The Eastern cultures have largely not had the same experience. Even if once there had been civilizations with more open societies there, the memory has been lost to the social consciousness for one reason or another. Some ninety-year-old semi-literate Ayatollah in Iran can not conceive of a society where anyone can insult his sacred beliefs. He has not studied the history of the French revolution, the idea of tolerance of what offends you is too abstract for him, and he is suspicious of any values not handed down to him by his particular culture. He's too old to change at this point. Unfortunately those Ayatollahs are in charge of Iran. They are not all horrible people. Some of them are kind-hearted, some are brilliant, some are ignorant and cruel. Almost all of them are too old to change their minds about totally foreign concepts like absolute free speech.

Rouhani was born in a religious family in some tiny desert town of 10k people so isolated that it has its own language, and yet he received his PhD from a university in Glasgow. He's 67 years old. He's already changed as much as you can expect a human being to change in one lifetime. The world he was born in has gone through several seismic shifts under his feet. It's experienced a massive revolution, complete social upheaval, a long bloody war, sanctions and global isolation, and now yet another major transformation, and for all of that he has been near the epicenter. He has kept up with it as much as you could expect, and yet that world is still changing just as fast.

Iran is a country where two-thirds of the population is under thirty-five, but where the oldest stratum of society rules the place. There are eighty and ninety year-olds who are too senile and inflexible to change their minds about anything, but who are deciding and legislating acceptable social behaviour. The younger generation is worlds apart. They may not all have had equal exposure to modern Western culture, but thanks to global media, the internet, and the shrinking global cultural space, they have far more access to it than their parents and grandparents ever did. As a result of these demographic and cultural shifts, an inevitable sea-change is about to take place that will fundamentally alter Iranian society. But it is going to take a little bit more time. The older generation will not and to a large extent can not keep up with the pace of change. It only makes sense to allow for a graceful transition.

I disagree with Rouhani's stance on free speech, and just about every other young Iranian I know does as well. He's a member of the ruling class, and has not felt the political suffocation we have felt our entire lives. He has not experienced the bitter irony of being unable to admit in public what you believe or don't believe in, while being bombarded with propaganda that celebrates the liberation of Iran, before you were born, from some despotic monarch who apparently did not let people speak their minds.

At the same time, Rouhani is far more progressive than those 90-year-old Ayatollahs obsessed with appropriate Islamic clothing and the presence of women in soccer stadiums.

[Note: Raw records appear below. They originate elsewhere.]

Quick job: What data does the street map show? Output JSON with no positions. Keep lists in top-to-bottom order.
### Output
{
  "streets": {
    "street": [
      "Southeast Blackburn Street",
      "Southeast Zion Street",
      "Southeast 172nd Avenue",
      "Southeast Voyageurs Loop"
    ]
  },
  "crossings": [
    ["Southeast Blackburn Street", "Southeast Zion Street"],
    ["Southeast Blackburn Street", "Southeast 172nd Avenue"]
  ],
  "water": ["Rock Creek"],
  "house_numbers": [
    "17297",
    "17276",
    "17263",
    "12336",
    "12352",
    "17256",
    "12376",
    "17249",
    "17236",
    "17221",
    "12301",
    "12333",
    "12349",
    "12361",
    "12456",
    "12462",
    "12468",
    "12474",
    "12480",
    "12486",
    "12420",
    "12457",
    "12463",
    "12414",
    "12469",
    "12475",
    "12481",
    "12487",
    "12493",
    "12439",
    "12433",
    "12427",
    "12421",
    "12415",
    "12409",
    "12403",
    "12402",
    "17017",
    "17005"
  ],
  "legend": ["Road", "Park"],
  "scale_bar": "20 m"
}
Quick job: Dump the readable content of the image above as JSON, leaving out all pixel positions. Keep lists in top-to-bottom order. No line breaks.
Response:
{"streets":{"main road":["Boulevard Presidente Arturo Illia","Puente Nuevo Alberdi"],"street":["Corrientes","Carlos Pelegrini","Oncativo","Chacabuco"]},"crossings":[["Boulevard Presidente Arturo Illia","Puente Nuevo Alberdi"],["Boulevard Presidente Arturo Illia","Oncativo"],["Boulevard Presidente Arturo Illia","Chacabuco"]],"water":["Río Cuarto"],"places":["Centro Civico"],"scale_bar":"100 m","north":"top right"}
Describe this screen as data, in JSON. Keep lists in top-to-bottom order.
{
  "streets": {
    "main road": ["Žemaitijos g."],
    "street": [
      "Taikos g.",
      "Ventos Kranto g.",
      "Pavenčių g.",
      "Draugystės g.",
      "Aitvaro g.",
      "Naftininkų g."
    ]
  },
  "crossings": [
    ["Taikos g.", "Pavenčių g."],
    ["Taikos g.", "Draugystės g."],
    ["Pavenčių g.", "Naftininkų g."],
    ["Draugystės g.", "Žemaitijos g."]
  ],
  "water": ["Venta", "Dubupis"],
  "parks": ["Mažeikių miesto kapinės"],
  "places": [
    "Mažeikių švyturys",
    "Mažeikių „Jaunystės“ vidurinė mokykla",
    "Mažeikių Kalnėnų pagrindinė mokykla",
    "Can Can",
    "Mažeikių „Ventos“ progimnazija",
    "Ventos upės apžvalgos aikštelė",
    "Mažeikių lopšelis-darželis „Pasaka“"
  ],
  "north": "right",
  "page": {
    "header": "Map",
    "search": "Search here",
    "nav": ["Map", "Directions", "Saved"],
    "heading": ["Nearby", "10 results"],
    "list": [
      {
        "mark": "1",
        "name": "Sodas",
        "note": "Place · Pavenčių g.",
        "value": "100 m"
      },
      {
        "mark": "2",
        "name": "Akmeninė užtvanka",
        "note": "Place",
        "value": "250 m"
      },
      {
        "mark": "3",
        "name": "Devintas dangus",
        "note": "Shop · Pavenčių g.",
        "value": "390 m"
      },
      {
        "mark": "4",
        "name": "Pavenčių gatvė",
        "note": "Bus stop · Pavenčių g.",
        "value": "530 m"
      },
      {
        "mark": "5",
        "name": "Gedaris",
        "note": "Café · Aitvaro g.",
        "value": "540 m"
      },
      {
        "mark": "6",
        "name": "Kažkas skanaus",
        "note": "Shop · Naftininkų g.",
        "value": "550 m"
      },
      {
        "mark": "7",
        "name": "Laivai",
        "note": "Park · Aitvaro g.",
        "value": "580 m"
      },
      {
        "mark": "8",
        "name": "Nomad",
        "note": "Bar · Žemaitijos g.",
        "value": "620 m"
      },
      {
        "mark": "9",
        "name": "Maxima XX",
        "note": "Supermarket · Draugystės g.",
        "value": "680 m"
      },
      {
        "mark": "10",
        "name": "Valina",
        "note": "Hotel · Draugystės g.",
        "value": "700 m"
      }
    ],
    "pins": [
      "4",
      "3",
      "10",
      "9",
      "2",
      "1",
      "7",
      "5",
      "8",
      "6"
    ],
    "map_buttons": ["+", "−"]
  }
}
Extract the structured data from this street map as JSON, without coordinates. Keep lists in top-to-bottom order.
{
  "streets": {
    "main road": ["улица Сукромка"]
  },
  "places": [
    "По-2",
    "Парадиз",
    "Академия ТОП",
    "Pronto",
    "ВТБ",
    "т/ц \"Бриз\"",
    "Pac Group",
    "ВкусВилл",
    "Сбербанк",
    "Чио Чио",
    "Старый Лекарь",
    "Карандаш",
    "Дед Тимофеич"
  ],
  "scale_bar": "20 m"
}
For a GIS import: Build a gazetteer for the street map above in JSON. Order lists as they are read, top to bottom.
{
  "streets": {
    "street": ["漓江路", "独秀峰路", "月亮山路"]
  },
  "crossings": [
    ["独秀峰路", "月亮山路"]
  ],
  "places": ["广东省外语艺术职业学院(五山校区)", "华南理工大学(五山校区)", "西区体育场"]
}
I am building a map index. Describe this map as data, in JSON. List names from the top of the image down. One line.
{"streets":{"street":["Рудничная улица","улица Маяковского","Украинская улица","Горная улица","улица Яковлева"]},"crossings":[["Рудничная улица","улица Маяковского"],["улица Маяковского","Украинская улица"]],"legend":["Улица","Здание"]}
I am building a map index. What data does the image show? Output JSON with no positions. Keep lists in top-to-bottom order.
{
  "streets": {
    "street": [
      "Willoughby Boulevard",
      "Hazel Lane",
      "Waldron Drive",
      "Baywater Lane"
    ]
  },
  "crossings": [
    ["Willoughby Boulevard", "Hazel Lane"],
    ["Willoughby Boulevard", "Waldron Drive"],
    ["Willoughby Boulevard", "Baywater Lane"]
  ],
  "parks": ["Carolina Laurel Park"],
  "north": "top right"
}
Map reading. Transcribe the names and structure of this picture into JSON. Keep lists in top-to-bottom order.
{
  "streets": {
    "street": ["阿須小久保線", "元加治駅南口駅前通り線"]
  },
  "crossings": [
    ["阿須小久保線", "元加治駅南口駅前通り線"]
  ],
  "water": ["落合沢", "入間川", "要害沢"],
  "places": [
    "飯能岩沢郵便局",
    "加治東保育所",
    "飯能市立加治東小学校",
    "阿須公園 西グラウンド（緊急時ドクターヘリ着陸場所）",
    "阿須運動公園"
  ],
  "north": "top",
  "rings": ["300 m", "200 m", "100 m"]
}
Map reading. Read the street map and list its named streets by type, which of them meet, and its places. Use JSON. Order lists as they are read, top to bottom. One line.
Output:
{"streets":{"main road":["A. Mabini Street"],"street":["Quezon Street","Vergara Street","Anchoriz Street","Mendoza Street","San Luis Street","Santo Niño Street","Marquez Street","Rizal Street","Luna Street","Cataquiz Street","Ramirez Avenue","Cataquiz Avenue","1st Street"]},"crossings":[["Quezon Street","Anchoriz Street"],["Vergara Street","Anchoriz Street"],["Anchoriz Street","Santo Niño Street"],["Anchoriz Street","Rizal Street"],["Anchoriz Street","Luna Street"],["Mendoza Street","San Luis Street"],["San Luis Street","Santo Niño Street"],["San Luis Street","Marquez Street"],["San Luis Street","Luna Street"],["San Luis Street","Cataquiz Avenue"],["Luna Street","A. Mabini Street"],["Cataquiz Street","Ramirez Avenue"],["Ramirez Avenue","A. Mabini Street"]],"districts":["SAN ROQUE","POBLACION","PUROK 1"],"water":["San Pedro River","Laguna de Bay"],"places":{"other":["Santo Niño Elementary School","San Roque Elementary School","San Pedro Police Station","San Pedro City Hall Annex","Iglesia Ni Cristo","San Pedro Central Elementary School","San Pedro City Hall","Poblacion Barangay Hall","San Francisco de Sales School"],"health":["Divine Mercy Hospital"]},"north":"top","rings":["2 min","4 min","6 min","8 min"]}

I deeply disagree with his stance on free speech, but I understand that the older generation he represents can not conceive of the Iran I believe is possible and in fact inevitable.

I would love to tell him to shove his religious rules and holy book somewhere dark and damp. It would be unbelievably cathartic to me, and I should have the right to be able to do it. But I think right now it's not the right thing to do. He is beginning to lead the country towards the right direction. He can't immediately transform it to Scandinavia. Iranian society is not quite ready for that. It has to happen slowly and gently in order to avoid cultural ruptures between the different strata of society, young and old, secular and religious, urban and rural. We have to avoid the kind of cultural clash that contributed to the 1979 revolution.

Meanwhile, what we can do is keep the conversation going. The fact that Rouhani is even mentioning free speech and its possible limits at all is going to make it a topic of conversation in the most conservative part of Iranian society, where that concept is most foreign, in a way that I could never do. I have hope that something positive will come from that. He's expressing a sentiment I disagree with, but a few years ago he wouldn't have to say it at all.